### Aim of the task
Filter these records by the string "Óptico", copying each line that holds it.
******
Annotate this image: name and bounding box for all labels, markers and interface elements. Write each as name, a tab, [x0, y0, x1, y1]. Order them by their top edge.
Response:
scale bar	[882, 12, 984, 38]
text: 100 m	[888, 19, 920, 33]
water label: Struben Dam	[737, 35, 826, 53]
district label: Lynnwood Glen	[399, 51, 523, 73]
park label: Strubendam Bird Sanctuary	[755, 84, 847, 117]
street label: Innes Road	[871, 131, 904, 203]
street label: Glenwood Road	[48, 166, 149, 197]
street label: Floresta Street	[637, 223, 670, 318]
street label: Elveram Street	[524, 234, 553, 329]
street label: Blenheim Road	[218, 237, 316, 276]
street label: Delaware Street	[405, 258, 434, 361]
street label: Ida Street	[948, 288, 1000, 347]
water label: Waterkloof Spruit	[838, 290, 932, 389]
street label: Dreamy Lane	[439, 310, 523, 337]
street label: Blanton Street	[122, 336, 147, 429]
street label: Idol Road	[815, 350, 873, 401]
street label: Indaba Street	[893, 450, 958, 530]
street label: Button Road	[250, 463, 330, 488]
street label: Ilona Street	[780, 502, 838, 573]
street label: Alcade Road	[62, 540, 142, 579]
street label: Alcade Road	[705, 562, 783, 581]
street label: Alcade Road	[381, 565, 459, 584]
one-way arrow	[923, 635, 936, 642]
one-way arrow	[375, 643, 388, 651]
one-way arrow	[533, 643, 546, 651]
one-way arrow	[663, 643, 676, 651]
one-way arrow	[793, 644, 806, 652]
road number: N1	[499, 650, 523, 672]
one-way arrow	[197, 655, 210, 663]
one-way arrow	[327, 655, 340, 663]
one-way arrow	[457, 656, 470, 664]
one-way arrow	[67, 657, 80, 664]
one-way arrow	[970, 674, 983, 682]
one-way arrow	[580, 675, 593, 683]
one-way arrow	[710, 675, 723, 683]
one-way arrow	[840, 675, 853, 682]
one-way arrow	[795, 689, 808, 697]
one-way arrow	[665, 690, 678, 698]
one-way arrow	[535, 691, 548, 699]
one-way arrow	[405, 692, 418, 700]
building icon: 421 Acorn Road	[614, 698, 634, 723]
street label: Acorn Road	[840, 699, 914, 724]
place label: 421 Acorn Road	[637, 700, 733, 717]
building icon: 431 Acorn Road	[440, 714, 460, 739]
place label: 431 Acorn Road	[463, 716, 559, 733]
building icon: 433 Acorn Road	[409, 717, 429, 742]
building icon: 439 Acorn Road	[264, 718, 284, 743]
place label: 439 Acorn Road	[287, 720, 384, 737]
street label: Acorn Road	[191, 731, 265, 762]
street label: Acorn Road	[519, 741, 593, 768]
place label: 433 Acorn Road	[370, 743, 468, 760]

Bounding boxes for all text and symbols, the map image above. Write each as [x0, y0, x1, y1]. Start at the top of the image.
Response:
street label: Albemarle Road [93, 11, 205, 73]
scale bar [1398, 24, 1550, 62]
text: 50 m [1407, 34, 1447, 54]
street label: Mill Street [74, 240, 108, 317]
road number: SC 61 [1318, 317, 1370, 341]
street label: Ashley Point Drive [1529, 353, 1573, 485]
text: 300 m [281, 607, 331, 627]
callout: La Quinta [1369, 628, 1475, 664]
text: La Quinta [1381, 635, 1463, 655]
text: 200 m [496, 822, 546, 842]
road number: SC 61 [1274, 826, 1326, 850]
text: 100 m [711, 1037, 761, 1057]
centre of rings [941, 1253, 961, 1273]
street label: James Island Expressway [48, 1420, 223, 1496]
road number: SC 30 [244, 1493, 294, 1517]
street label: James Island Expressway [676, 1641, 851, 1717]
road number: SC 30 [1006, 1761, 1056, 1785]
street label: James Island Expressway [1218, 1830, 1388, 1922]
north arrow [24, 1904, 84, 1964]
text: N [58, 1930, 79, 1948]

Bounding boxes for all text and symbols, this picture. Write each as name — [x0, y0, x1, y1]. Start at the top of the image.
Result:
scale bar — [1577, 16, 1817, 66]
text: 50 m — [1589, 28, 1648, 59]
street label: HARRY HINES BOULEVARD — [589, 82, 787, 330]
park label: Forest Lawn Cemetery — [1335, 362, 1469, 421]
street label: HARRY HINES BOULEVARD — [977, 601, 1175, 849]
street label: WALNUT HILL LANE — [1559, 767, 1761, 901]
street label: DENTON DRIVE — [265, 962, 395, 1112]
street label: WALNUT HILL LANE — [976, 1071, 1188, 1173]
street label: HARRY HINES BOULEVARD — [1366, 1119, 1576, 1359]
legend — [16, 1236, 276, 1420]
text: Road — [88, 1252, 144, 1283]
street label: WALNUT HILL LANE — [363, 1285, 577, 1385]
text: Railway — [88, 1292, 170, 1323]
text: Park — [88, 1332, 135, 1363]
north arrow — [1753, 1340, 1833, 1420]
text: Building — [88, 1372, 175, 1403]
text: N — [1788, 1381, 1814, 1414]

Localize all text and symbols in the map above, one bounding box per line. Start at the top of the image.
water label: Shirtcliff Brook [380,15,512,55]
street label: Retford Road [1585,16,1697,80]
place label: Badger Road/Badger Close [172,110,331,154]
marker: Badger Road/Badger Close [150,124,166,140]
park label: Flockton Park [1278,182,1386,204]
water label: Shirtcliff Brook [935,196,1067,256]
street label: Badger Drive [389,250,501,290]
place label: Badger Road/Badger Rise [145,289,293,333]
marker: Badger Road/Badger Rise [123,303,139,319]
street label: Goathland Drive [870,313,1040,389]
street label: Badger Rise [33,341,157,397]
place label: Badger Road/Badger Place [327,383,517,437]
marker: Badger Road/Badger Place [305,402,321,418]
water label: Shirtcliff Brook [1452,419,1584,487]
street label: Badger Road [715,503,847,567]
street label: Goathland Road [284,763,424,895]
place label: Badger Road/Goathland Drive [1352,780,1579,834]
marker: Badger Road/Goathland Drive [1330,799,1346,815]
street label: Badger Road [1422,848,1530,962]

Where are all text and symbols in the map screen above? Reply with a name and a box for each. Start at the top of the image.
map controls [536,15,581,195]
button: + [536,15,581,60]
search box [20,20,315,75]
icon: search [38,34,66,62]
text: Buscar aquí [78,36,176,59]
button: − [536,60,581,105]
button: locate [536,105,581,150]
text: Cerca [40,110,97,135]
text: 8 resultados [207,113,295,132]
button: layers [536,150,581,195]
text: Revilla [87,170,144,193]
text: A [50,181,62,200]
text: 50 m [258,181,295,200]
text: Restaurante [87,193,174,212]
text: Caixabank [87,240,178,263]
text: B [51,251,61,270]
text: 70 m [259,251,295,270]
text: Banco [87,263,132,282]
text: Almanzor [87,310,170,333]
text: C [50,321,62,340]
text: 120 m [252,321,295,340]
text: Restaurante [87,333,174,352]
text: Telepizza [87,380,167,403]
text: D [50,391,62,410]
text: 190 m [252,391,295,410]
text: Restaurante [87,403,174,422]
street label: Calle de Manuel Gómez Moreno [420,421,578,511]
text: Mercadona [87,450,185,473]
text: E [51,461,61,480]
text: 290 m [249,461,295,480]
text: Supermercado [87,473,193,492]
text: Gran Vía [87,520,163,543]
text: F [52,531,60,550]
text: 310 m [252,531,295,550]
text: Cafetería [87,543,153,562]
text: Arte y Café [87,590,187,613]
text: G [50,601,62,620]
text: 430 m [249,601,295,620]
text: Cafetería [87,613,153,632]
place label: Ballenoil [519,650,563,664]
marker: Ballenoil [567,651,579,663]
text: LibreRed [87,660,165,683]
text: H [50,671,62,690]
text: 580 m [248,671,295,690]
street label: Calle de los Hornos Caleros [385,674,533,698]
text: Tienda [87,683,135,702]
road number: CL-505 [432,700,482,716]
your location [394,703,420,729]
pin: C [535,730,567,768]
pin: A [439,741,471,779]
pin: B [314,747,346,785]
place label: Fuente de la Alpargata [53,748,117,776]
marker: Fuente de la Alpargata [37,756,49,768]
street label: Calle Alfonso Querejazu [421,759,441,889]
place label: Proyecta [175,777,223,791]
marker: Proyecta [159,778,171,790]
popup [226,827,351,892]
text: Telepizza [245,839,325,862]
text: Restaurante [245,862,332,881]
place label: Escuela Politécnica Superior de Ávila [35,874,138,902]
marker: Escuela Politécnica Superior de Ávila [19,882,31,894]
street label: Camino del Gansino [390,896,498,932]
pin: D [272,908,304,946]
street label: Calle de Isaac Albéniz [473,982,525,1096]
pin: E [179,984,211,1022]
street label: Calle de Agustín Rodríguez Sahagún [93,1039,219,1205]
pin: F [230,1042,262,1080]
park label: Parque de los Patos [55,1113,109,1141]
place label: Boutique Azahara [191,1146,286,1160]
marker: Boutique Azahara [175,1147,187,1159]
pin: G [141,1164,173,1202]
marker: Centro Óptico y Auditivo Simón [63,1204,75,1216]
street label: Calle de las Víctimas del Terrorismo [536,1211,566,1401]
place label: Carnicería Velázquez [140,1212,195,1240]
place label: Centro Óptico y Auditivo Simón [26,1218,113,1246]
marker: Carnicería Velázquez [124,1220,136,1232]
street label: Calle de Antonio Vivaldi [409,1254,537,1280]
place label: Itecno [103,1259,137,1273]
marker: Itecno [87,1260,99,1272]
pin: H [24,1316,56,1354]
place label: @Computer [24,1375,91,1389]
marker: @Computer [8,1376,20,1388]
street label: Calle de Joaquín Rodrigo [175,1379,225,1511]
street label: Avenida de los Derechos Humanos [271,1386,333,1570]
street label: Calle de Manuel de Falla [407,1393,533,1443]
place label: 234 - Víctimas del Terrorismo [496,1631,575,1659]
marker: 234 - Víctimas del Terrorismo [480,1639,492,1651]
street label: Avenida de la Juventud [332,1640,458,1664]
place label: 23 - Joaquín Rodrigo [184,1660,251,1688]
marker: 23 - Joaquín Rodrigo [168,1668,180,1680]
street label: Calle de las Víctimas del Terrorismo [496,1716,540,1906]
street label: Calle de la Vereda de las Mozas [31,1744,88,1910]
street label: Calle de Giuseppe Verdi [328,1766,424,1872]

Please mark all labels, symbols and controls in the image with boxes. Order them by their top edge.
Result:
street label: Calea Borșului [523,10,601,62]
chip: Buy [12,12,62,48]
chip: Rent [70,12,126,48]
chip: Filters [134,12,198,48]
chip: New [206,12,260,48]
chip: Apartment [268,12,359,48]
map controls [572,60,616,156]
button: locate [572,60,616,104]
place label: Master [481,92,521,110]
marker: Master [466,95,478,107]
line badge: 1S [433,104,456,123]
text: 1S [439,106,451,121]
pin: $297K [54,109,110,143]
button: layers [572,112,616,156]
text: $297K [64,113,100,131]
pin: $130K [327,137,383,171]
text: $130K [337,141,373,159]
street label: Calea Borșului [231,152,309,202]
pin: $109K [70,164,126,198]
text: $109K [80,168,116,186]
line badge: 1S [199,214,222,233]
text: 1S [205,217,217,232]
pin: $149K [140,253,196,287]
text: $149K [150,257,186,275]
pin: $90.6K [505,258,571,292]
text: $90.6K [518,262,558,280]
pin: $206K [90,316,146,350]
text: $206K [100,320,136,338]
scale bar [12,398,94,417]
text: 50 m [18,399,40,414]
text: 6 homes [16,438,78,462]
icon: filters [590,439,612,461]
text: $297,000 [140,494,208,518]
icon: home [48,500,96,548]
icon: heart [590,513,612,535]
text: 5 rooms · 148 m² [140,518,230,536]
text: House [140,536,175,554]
******
### Answer section
marker: Centro Óptico y Auditivo Simón [63,1204,75,1216]
place label: Centro Óptico y Auditivo Simón [26,1218,113,1246]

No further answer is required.